A cidadã portuguesa de origem russa lembra que as recomendações da Comissão Europeia são apenas para não ser renovada a autorização de residência aos oligarcas que constem da lista de sanções da UE, mas o Serviço de Estrangeiros e Fronteiras aplica a medida indiscriminadamente.
“É uma situação terrível para muitas destas pessoas que vivem em Portugal. Não só a concessão dos ‘vistos Gold’ é suspensa, como a sua prorrogação. Eu tenho casos dramáticos de pessoas que têm a sua vida enraizada em Portugal há três ou quatro anos e que neste momento, por não terem título de residência válido, têm as suas vidas empatadas. Não conseguem sair de Portugal ou sair da Rússia para virem para cá, apesar de terem por lei o direito de residir em Portugal”, descreve.
A advogada garante que “nenhuma das 200 famílias em cujos processos de aquisição do direito de residência tem trabalhado tem qualquer ligação aos oligarcas russos ou é próximo do regime”. Diz que os cidadãos russos que são seus clientes investiram em Portugal “para dar um futuro melhor aos filhos” e que fugiram de Putin, sendo contra a guerra.
No entanto, estão a ser alvo de sanções em Portugal. “Todas as pessoas de nacionalidade russa estão a ser castigadas injustamente. Dos meus clientes, não conheço um único que seja a favor da guerra. Nós temos estas conversas permanentemente.

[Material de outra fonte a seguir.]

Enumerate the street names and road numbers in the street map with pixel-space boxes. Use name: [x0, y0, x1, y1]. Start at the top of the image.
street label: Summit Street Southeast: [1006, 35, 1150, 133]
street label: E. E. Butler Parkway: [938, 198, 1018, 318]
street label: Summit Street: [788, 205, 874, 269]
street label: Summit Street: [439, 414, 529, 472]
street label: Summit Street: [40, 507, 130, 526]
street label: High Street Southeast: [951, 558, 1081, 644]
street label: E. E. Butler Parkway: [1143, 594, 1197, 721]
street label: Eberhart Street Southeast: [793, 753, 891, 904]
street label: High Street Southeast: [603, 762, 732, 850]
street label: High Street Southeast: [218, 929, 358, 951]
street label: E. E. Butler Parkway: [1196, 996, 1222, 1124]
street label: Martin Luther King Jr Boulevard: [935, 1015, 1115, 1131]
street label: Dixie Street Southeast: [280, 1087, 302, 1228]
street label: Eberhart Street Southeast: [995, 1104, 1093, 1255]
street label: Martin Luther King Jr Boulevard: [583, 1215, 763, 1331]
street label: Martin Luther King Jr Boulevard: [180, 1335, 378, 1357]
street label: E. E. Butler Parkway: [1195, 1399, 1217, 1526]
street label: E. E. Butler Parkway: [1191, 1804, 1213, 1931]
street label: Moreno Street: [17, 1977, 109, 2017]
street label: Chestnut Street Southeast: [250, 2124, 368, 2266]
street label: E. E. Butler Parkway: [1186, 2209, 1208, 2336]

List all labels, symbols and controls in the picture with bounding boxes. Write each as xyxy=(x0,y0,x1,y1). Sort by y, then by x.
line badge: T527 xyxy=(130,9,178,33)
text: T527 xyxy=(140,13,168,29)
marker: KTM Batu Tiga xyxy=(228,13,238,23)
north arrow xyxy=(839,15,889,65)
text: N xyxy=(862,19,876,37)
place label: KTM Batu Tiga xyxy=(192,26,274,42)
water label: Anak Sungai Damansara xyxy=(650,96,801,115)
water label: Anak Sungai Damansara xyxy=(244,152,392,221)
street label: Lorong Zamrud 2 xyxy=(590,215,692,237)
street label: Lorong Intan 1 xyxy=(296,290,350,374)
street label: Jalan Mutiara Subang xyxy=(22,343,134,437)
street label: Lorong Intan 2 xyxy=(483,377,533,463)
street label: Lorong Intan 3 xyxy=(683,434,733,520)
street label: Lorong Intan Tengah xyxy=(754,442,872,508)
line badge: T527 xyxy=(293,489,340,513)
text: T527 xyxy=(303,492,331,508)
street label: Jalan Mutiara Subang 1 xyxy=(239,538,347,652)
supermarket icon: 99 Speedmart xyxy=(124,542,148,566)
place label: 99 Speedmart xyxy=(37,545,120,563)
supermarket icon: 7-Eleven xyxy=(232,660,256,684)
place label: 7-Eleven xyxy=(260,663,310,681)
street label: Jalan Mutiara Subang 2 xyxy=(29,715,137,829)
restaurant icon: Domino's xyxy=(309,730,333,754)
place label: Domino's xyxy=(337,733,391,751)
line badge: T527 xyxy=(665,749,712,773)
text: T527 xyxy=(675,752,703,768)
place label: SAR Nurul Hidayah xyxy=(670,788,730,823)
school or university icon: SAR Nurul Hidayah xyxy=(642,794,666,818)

São essas pessoas que fugiram do regime de Putin para se enraizar na Europa e estão a ser alvo de uma injustiça, de uma violação dos Direitos Humanos na Europa, à qual eu, como cidadã portuguesa, não posso ficar indiferente”, lamenta.
Também a avogada Maria Cabral de Azevedo, que tem trabalhado em processos de aquisição de residência por cidadãos de países terceiros a troco de investimento avultado, admite que é uma incógnita o que vai acontecer aos cidadãos russos que já obtiveram autorização de residência para viver em Portugal. São vidas em suspenso.
“O que vai acontecer aos cidadãos russos que atualmente vivem em Portugal é uma incógnita para todos. Toda a gente discute efetivamente o que lhes vai acontecer. As autorizações de residência vão de facto ser revogadas? Não sabemos. A verdade é que não há ninguém que saiba neste momento. O próprio SEF não sabe o que vai fazer a estas pessoas. A única coisa que sabem é que os processos que entrem de cidadãos russos ficam suspensos e não serão analisados”, afirma à Renascença.
A antiga Secretária de Estado dos Assuntos Europeus e agora eurodeputada eleita pelo PS, Margarida Marques, diz que “é um erro misturar sanções e ‘vistos Gold’”. Portugal apenas pode aplicar sanções a quem conste da lista da União Europeia, sublinha.
“Uma questão tem de ser separada da outra. Uma são os ‘vistos Gold’ como questão política, que tem de ser resolvida no contexto europeu de forma a ficar com regras muito claras – e aí, evidentemente, estão todos os cidadãos de países terceiros, independentemente da sua nacionalidade – outra questão são as sanções aos oligarcas russos ou aqueles que têm uma ligação com Putin e estão na lista dos sucessivos pacotes que a União Europeia tem aprovado. Portugal não tem um regime de sanções nacionais. Tem pois apenas aplicado as sanções aos cidadãos que constam da lista de cidadãos russos”, defende.